LF-Steering: Latent Feature Activation Steering for Enhancing Semantic Consistency in Large Language Models
Jingyuan Yang, Rongjun Li, Weixuan Wang, Ziyu Zhou, Zhiyong Feng, Wei Peng
TL;DR
This work tackles semantic inconsistency in LLMs by shifting from component-level activation steering to a fine-grained, feature-level approach. LF-Steering maps a selected transformer layer's hidden states into a sparse, high-dimensional feature space via a TopK sparse autoencoder, identifies consistency-relevant features through a contrastive locating process, and performs inference-time steering by injecting a bias on the activated features, controlled by a strength parameter $\alpha$. The method achieves state-of-the-art semantic consistency across NLU and NLG tasks, with substantial improvements over baselines and prior activation-steering methods, while preserving locality on out-of-domain data.
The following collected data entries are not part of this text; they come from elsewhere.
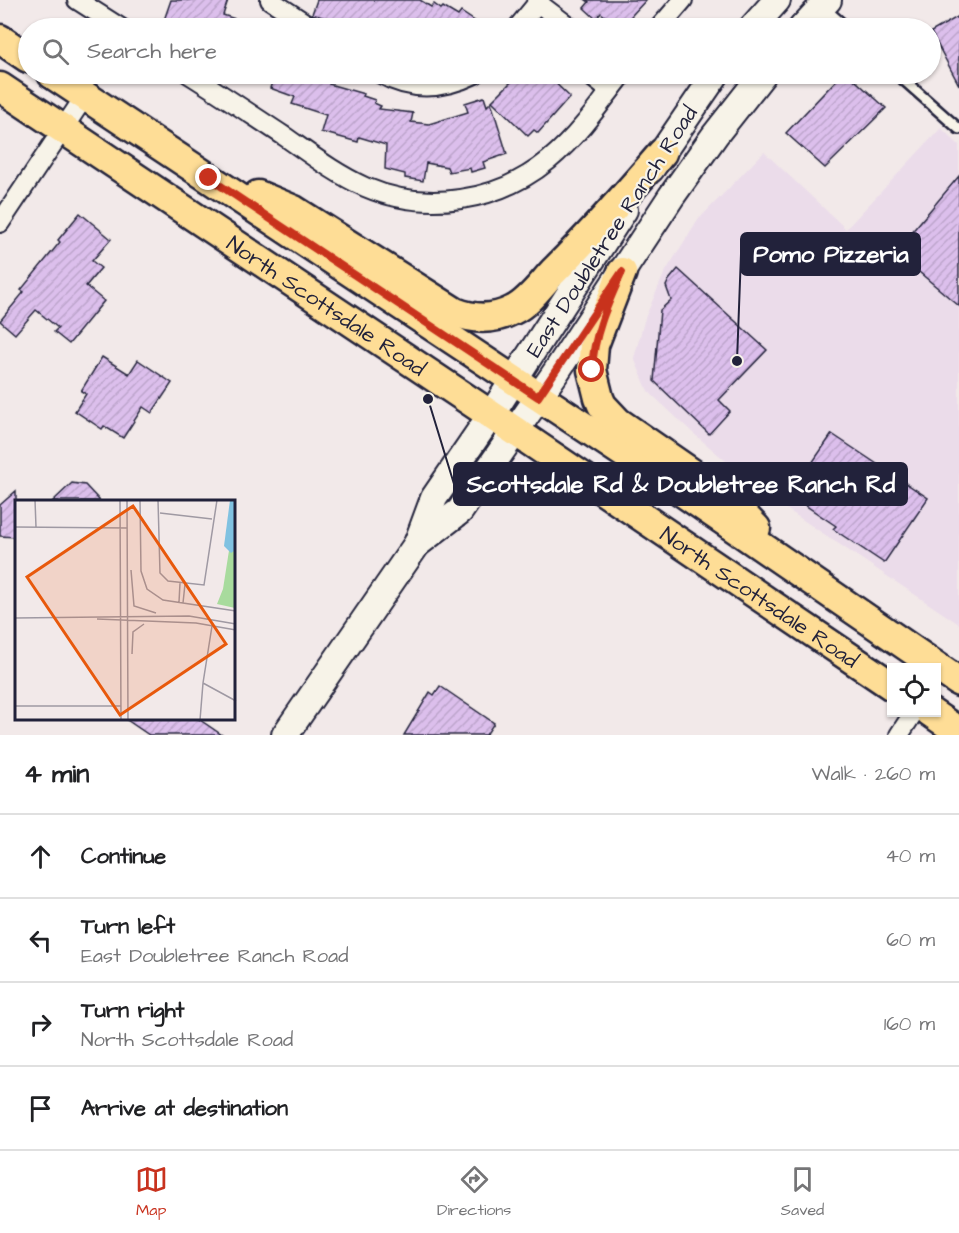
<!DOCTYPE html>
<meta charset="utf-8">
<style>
body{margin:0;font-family:"Architects Daughter",sans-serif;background:#f2f2f2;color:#202124}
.controls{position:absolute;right:18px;bottom:18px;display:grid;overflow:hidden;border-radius:0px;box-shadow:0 2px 4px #0004}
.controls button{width:54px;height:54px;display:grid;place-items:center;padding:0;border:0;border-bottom:2px solid #e0e0e0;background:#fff;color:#202124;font:30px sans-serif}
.stop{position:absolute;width:18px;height:18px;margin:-14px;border:4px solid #c8321e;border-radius:50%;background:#fff}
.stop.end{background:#c8321e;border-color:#fff;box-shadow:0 2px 6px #0008}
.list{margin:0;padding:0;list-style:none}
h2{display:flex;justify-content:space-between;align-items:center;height:78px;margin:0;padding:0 24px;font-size:26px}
h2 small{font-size:20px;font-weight:400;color:#757577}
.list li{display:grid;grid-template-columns:39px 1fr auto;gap:18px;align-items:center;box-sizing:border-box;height:84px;padding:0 24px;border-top:2px solid #e0e0e0}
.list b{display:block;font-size:22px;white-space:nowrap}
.list p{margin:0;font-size:20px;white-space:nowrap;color:#757577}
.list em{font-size:20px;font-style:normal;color:#757577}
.icon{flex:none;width:33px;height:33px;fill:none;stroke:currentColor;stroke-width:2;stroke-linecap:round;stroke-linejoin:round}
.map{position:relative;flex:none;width:959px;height:735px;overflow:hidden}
.search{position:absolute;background:#fff;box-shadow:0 2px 4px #0004;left:18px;right:18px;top:18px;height:66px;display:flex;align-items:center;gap:15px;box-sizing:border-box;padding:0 21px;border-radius:33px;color:#757577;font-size:22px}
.sheet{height:414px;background:#fff}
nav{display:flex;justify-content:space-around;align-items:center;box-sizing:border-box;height:84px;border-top:2px solid #e0e0e0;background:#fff;font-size:16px;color:#757577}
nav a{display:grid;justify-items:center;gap:3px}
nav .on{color:#c8321e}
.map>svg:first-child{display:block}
.built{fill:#ebdcea}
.building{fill:url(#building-hatch);stroke:#22223b;stroke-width:1.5}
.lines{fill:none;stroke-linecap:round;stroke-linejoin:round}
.lane-casing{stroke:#22223b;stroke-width:14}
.street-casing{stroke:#22223b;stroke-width:22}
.secondary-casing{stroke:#22223b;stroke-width:30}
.primary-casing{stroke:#22223b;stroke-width:33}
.lane{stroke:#f7f3e8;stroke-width:9}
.street{stroke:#f7f3e8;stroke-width:18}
.secondary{stroke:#f7f3e8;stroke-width:26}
.primary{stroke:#fedd96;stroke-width:28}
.route{stroke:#c8321e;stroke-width:8}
.labels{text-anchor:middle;stroke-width:4.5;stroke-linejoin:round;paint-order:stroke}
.street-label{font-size:22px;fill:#22223b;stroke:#f7f3e8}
.inset-road{fill:none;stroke:#9f99a3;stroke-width:1.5}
.view{fill:#e8590c;fill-opacity:0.15;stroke:#e8590c;stroke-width:3}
.inset-edge{fill:none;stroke:#22223b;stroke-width:3}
.leader{fill:none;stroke:#22223b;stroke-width:2}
.callout-dot{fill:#22223b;stroke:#f7f3e8;stroke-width:2}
.callout{fill:#22223b;stroke:#22223b;stroke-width:2}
.callout-label{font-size:24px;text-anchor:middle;font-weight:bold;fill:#fff}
</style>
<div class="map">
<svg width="959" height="735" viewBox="0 0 959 735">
<defs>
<pattern id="building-hatch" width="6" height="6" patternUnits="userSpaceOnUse" patternTransform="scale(1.5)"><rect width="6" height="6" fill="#dcbfec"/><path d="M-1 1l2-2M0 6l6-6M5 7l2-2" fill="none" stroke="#bca4cb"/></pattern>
</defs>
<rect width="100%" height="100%" fill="#f2e9e9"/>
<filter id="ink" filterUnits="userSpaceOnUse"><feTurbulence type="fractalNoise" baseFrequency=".0167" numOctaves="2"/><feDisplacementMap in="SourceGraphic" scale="12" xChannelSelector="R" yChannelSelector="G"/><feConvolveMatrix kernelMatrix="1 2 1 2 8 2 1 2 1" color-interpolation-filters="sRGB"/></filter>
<g filter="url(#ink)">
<polygon class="built" points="941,128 959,145 959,624 767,496 693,433 648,391 634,358 645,318 664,274 697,221 764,152 846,229"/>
<g class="building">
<polygon points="171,0 228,0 223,15 256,26 255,28 170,28 162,26"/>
<polygon points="317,0 420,0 431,7 434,4 441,9 443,7 458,16 461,12 485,28 348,28 338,25 339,23 333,20 312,14"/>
<polygon points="586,0 646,0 620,28 601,13 596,19 584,8 589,2"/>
<polygon points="959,16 959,85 931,32"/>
<polygon points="275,74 323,74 332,76 329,84 364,94 363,96 375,100 374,103 381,106 379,109 413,113 411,122 429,124 468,112 465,103 484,97 487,106 491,102 507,154 483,162 485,168 471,172 470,168 449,172 447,167 426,163 423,181 405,178 405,174 385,169 386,145 359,137 358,142 321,132 326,115 292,104 295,97 270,88"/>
<polygon points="519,74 546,74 570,97 538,133 534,130 528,136 492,101"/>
<polygon points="842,74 848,74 886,108 825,168 786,133"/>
<polygon points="959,176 959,306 906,261 890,261 890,240 905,240"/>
<polygon points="80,213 111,239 92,261 101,268 86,286 104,301 69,344 54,332 58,328 36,310 15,334 0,321 24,292 21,290 60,242 58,240"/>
<polygon points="678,269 767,350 719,400 730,411 709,434 654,381 660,310 671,300 666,286 669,280"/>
<polygon points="102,357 129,374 138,360 172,383 152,413 143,407 123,438 104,426 102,429 75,411 86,394 81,391"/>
<polygon points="832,434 928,498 884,563 833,529 836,526 790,495"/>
<polygon points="72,483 85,485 100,501 53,501"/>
<polygon points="16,491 16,537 0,536 0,505"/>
<polygon points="440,686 494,723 486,735 404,735 430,692 434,695"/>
<polygon points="124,718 197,718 222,735 149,735"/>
</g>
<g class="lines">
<defs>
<g id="lane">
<polyline points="824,8 847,28"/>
<polyline points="897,74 959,129"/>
</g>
<g id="street">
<polyline points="77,0 121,28"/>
<polyline points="270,0 313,28"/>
<polyline points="538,3 571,28"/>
<polyline points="517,28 540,0"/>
<polyline points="659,28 683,0"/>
<path d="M189,74C221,94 252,115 284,136C310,154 336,174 365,187C426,213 498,202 549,160C578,136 601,103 623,74"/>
<path d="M381,74C412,92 444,89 475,74"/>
<polyline points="588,74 610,91"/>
<polyline points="0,223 85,96"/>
<polyline points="899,735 914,712"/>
</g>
<g id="secondary">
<polyline points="752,28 777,0"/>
<polyline points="802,28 828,0"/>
<polyline points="651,169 716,74"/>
<polyline points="417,544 460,511 556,372 671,197 715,135 763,74"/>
<polyline points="285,735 417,544 434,498 491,415 624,210"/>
</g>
<g id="primary">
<polyline points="0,39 28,58"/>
<polyline points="52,74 675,487 959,682"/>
<path id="s1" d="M0,87L515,431L892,686"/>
<path d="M258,195L294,210L455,312C475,320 494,320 513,310C528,303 541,285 553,272C591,234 627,194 662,153"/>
<polyline points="622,272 594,345 592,370 599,398 602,405 618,422 725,496 756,528"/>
<polyline points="930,712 959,732"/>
</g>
</defs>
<use href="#lane" class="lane-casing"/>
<use href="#street" class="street-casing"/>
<use href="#secondary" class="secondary-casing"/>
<use href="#primary" class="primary-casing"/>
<use href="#lane" class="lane"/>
<use href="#street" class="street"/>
<use href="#secondary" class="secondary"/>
<use href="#primary" class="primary"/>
</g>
</g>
<g class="lines" filter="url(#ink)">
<path class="route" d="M209,178L538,397L622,272C608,303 593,335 592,370"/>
</g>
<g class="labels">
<g class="street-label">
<text transform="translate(611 231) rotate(-57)" y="8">East Doubletree Ranch Road</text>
<text dy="8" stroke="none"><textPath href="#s1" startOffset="393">North Scottsdale Road</textPath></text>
<text dy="8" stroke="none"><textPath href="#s1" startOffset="915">North Scottsdale Road</textPath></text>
</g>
</g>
<g transform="translate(15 500)">
<rect width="220" height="220" fill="#f2e9e9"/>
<path d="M220,12V108L202,104L208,89Z" fill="#a8db9d"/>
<path d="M215,0H221L219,51L216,53L209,46Z" fill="#80c2e1"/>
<path class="inset-road" d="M20,0L21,27M105,0L106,220M112,0L113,220M125,0L126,71L132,89L148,100L221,111M143,0L145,73L153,81L189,85L202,0M145,13L197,19M0,27L112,28M116,70L119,106L141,113M164,102L165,83M168,103L170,84M0,118L174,116L221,124M82,119L181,123L221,130M197,126L188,183L221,201M117,154L118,132L129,124M0,206H106M185,220L188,183"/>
<path class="view" d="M118,6L211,144L105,215L12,77Z"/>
<rect width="220" height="220" class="inset-edge"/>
</g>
<path class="leader" d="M737 361L741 254M428 399L454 484"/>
<g class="callout-dot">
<circle cx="737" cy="361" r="6"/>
<circle cx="428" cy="399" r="6"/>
</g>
<g class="callout">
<rect x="741" y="233" width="179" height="42" rx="6"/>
<rect x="454" y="463" width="453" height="42" rx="6"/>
</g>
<g class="callout-label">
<text x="831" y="262">Pomo Pizzeria</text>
<text x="681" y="492">Scottsdale Rd &amp; Doubletree Ranch Rd</text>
</g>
</svg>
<div class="controls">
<button><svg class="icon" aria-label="locate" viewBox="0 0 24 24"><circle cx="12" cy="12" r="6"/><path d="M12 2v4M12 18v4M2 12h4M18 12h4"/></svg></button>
</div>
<div class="stop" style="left:592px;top:370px"></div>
<div class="stop end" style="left:209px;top:178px"></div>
<div class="search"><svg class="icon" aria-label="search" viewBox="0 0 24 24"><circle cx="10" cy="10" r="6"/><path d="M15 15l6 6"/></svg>Search here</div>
</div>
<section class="sheet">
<h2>4 min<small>Walk · 260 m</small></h2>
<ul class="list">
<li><svg class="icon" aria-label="ahead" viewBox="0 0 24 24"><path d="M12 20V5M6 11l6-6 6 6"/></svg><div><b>Continue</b></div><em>40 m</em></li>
<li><svg class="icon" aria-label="left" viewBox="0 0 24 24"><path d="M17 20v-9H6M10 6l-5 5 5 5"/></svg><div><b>Turn left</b><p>East Doubletree Ranch Road</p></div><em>60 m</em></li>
<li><svg class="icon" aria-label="right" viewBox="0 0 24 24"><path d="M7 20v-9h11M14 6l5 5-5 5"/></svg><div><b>Turn right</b><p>North Scottsdale Road</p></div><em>160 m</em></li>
<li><svg class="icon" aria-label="arrive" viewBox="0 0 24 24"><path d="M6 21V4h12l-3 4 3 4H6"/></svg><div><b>Arrive at destination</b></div></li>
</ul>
</section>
<nav>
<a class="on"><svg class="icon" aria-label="map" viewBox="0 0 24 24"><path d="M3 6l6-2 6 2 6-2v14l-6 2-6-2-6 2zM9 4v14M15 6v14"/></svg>Map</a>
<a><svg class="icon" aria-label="directions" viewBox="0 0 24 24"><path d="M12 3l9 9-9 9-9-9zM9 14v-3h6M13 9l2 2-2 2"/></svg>Directions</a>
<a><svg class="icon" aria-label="saved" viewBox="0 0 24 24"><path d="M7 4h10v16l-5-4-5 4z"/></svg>Saved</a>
</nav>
The results demonstrate that decoupled latent features offer precise control with minimal interference, and the authors outline future work to extend steering across multiple transformer layers to further enhance semantic consistency.
Abstract
Large Language Models (LLMs) often generate inconsistent responses when prompted with semantically equivalent paraphrased inputs. Recently, activation steering, a technique that modulates LLMs' behaviours by adjusting their latent representations during inference time, has been explored to improve the semantic consistency of LLMs. However, these methods typically operate at the model component level, such as layer hidden states or attention head outputs. They face a challenge due to the ``polysemanticity issue'', where the model components of LLMs typically encode multiple entangled features, making precise steering difficult. To address this challenge, we drill down to feature-level representations and propose LF-Steering, a novel activation steering approach to precisely identify latent feature representations responsible for semantic inconsistency. More specifically, our method maps the hidden states of the relevant transformer layer into a sparsely activated, high-dimensional feature space based on a sparse autoencoder (SAE), ensuring model steering based on decoupled feature representations with minimal interference. Comprehensive experiments on NLU and NLG datasets demonstrate the effectiveness of our method in enhancing semantic consistency, resulting in significant performance gains for various NLU and NLG tasks.